The purpose of the study is to evaluate the associations between polymorphisms of the human SA (SAH) gene, an acyl-CoA synthetase gene, with dyslipidemia and phenotypes of the insulin resistance syndrome in postmenopausal women. One hundred and forty-two postmenopausal women were recruited for the study. Each subject received anthropometric and blood pressure measurements, fasting sampling for lipids, and a 75-g oral glucose tolerance test for insulin resistance. Genotypes of two polymorphisms in the promoter region (c.-962ins/del, c.-451G>A), one missense variant (c.1077G>C, p.K359N) in exon 8, and one in intron 12 (A>G) of the SAH gene, were determined. There were significant differences in genetic distribution of the SAH gene promoter I/D polymorphism between the two groups of subjects by non-high-density lipoprotein cholesterol (non-HDL-C) levels (p=0.004).
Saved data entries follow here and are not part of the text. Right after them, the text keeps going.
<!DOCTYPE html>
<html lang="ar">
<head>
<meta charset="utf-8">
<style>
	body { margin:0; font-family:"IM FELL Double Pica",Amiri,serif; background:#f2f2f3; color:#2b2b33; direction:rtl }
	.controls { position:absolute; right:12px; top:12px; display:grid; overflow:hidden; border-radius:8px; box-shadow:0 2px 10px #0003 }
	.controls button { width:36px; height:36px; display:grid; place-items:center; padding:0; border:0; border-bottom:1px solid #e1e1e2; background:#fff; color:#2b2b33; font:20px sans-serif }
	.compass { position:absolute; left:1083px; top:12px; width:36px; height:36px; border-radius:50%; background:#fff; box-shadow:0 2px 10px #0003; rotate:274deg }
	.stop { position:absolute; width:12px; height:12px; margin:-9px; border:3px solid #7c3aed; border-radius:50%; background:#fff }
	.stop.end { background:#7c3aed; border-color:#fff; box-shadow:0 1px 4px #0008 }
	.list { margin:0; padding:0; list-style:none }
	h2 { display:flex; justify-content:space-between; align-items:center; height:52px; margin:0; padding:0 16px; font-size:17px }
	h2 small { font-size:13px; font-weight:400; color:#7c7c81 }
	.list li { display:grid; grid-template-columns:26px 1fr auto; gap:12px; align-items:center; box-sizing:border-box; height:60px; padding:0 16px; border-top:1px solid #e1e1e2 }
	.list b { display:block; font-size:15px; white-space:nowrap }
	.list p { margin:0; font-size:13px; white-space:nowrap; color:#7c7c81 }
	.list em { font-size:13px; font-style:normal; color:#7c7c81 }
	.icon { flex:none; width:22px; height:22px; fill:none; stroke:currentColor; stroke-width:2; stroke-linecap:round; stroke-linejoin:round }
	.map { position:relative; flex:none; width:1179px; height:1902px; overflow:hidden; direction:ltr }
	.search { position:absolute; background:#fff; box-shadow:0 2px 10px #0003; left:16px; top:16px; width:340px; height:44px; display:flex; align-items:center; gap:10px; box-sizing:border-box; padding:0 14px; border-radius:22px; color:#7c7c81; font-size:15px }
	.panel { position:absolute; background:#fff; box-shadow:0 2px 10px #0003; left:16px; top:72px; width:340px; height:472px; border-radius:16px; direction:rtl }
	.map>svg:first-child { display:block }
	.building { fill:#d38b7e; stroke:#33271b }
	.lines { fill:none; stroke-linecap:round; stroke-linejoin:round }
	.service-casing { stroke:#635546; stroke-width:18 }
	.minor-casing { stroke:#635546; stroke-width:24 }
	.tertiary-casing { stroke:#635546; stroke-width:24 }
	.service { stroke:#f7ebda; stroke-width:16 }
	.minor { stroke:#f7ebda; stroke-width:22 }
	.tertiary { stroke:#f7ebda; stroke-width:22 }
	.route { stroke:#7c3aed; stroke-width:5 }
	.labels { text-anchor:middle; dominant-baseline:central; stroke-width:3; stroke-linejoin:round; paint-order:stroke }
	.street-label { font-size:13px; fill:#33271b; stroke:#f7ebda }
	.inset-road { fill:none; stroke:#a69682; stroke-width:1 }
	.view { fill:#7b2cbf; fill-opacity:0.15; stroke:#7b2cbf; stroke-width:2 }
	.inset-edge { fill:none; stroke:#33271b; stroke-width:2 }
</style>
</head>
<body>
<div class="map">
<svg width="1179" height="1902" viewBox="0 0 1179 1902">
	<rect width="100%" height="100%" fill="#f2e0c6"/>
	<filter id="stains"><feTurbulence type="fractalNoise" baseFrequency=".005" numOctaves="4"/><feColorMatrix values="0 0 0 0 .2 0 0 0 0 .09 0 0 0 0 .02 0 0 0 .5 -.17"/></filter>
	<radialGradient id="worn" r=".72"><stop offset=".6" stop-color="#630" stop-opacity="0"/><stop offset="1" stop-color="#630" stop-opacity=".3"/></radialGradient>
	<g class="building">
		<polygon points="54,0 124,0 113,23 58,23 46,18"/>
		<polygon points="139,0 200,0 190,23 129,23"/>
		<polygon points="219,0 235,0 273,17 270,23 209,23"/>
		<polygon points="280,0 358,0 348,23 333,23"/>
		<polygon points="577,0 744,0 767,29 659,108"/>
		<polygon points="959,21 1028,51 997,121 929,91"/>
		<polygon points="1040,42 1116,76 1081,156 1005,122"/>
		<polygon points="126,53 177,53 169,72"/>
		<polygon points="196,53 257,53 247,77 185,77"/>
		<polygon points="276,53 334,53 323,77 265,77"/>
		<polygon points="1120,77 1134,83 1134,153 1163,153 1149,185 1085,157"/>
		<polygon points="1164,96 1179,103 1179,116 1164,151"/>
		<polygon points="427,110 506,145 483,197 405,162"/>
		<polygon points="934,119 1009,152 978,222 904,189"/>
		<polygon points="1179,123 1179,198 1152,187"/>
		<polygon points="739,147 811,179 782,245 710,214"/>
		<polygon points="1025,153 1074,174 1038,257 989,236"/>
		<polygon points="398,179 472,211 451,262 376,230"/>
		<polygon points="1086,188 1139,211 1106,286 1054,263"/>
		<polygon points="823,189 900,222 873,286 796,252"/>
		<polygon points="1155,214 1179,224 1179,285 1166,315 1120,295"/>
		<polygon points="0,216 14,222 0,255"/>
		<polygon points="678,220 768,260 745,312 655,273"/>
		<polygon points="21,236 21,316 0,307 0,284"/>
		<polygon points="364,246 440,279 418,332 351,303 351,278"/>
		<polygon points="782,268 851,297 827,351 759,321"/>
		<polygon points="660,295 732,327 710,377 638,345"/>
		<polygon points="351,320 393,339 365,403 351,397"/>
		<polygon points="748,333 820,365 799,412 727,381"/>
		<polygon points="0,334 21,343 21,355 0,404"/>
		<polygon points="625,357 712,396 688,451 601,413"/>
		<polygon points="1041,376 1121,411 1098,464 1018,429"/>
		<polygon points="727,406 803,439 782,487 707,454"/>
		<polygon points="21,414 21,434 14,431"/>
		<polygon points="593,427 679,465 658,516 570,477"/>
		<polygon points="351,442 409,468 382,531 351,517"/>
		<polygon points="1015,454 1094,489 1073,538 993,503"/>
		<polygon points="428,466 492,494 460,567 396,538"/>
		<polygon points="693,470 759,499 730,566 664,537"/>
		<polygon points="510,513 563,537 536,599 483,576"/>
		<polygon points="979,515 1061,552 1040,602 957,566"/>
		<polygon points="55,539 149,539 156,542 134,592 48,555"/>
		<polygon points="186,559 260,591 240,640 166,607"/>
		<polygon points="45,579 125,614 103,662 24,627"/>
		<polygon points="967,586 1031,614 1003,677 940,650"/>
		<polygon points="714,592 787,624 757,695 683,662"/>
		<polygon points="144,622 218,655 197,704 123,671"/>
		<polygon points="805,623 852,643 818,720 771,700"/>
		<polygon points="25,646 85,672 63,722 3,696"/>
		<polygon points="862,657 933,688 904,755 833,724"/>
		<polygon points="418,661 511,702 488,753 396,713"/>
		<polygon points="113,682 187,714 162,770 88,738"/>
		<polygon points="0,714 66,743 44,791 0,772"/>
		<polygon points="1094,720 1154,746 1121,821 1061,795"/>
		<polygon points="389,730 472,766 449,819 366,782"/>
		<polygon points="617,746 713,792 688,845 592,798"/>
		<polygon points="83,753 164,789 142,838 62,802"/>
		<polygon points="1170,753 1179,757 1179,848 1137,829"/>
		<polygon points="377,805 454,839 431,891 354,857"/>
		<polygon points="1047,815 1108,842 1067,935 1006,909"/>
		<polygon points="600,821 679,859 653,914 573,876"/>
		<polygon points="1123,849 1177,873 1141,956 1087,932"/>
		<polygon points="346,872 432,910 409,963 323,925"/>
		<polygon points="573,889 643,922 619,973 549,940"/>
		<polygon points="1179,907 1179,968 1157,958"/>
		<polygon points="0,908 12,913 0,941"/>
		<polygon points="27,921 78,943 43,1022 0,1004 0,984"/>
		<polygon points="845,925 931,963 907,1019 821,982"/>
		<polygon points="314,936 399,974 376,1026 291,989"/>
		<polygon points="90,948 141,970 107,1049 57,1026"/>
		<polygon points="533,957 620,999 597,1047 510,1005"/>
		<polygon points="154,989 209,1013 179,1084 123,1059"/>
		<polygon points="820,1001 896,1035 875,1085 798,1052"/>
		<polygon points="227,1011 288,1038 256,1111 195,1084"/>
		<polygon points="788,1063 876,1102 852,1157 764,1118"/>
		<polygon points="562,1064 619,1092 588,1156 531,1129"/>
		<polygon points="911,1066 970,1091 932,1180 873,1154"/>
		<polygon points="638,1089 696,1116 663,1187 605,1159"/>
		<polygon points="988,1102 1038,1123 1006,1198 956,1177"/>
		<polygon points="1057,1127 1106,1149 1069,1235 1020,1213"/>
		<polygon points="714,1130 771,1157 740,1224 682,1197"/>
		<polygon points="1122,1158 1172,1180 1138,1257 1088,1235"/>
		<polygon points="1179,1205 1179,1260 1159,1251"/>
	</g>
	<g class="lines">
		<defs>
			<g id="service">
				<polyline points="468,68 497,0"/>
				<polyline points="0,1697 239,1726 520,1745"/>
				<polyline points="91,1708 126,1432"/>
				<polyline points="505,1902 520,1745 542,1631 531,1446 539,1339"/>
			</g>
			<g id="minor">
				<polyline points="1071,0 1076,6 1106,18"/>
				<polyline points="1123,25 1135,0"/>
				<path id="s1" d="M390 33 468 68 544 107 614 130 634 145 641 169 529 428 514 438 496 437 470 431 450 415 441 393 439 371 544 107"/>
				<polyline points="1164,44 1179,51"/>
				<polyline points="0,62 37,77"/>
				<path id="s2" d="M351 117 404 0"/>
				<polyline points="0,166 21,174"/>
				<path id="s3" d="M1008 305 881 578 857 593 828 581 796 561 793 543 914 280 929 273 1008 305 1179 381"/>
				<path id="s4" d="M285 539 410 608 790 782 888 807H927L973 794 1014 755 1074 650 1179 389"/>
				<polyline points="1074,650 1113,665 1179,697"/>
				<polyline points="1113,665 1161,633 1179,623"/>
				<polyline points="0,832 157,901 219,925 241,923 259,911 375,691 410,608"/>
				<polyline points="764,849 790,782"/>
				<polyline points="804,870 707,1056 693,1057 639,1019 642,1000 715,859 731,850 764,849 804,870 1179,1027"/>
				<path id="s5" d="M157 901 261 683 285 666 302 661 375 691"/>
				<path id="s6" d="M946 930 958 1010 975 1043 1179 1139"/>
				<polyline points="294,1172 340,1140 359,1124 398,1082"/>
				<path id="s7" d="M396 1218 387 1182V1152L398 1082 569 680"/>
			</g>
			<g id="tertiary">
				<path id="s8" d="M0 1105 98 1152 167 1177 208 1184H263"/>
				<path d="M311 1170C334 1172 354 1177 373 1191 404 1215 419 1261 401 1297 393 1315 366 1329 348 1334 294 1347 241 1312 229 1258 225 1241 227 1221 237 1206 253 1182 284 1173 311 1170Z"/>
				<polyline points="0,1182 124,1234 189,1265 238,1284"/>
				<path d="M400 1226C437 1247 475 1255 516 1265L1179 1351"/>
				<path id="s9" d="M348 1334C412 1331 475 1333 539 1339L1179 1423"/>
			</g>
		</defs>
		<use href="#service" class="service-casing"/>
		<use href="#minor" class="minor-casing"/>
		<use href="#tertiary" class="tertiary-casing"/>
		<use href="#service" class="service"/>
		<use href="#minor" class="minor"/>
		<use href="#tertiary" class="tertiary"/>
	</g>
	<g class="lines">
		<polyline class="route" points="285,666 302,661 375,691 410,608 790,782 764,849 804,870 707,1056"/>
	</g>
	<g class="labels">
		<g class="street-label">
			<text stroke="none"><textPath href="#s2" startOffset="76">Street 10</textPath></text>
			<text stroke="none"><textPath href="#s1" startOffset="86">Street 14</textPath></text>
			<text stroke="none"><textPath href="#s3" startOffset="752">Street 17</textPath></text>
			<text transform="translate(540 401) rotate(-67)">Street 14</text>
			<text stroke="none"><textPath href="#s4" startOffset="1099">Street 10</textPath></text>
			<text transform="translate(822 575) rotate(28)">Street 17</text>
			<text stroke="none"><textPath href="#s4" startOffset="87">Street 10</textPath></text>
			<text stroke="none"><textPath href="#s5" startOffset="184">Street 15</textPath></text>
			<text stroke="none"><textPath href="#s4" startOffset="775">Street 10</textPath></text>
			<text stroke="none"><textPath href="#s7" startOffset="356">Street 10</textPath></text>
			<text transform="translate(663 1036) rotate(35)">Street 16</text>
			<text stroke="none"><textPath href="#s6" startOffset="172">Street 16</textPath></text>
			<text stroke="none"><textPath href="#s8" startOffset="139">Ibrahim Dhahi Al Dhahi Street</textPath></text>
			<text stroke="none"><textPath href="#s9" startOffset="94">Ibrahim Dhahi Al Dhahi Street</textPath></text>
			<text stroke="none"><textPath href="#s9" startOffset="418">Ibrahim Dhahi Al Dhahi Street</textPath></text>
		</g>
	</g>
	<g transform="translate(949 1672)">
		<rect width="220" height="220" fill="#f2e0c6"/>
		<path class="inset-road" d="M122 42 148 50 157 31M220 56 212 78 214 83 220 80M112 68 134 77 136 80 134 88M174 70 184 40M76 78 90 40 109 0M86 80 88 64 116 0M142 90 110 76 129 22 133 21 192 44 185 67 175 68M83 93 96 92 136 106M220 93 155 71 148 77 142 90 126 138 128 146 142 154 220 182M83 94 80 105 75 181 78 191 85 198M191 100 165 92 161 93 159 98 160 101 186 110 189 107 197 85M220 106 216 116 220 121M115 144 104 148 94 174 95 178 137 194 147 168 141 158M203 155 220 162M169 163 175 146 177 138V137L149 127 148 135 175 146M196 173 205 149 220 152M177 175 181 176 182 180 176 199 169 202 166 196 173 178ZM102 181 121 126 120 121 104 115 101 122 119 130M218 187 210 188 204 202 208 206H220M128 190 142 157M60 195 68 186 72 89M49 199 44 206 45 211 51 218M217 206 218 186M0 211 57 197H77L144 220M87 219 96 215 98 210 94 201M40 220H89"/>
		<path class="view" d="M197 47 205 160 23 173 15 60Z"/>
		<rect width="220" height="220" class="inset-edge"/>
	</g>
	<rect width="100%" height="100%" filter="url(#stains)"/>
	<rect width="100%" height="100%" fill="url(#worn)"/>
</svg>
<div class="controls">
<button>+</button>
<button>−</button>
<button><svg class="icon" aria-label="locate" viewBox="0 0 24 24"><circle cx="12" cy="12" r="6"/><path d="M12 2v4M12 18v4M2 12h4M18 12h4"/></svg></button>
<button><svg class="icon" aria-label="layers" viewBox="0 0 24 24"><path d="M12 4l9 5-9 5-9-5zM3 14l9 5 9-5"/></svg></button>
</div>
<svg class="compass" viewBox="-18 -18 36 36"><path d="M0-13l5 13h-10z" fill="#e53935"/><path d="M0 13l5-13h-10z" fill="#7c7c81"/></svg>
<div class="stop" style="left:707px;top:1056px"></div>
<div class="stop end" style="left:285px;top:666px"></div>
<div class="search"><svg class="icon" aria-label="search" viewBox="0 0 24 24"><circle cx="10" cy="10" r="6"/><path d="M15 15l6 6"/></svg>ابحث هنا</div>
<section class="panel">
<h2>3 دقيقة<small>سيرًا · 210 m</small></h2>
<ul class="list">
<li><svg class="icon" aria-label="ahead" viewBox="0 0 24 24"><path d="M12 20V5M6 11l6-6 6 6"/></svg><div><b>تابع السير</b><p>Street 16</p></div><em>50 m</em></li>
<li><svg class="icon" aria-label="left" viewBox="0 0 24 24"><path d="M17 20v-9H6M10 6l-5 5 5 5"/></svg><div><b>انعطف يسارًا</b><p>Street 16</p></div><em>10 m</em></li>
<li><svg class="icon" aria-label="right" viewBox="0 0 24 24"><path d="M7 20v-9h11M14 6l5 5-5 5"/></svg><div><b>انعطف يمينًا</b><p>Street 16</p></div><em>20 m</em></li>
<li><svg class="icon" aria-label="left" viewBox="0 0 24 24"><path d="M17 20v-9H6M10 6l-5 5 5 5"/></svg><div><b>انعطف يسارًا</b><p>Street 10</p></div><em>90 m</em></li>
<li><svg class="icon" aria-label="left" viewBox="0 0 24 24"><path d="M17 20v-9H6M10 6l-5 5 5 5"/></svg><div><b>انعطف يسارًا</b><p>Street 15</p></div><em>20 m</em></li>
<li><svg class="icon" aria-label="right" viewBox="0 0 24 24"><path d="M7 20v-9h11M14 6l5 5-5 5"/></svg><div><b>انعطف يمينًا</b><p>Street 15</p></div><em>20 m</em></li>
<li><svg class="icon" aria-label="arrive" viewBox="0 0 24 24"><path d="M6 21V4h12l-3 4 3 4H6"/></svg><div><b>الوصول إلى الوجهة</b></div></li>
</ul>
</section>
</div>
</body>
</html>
The subjects with the DD genotype was associated with high levels of non-HDL-C (>160 mg/dL) as compared with the ID or II genotypes (p=0.002). Furthermore, three haplotypes were constructed based on the promoter I/D and the exon 8 G/C polymorphisms. Homozygosity for SAH haplotype 3 was associated with increased adiposity, insulin resistance, and elevated levels of non-HDL-C in the post menopausal women. The subjects with haplotype 3 had double the risk to have higher non-HDL-C levels than those with haplotype 1. Our results suggest that the polymorphisms of the SAH gene are associated with non-HDL-C levels in postmenopausal women. Further studies with larger sample sizes or different populations are warranted to confirm our preliminary findings.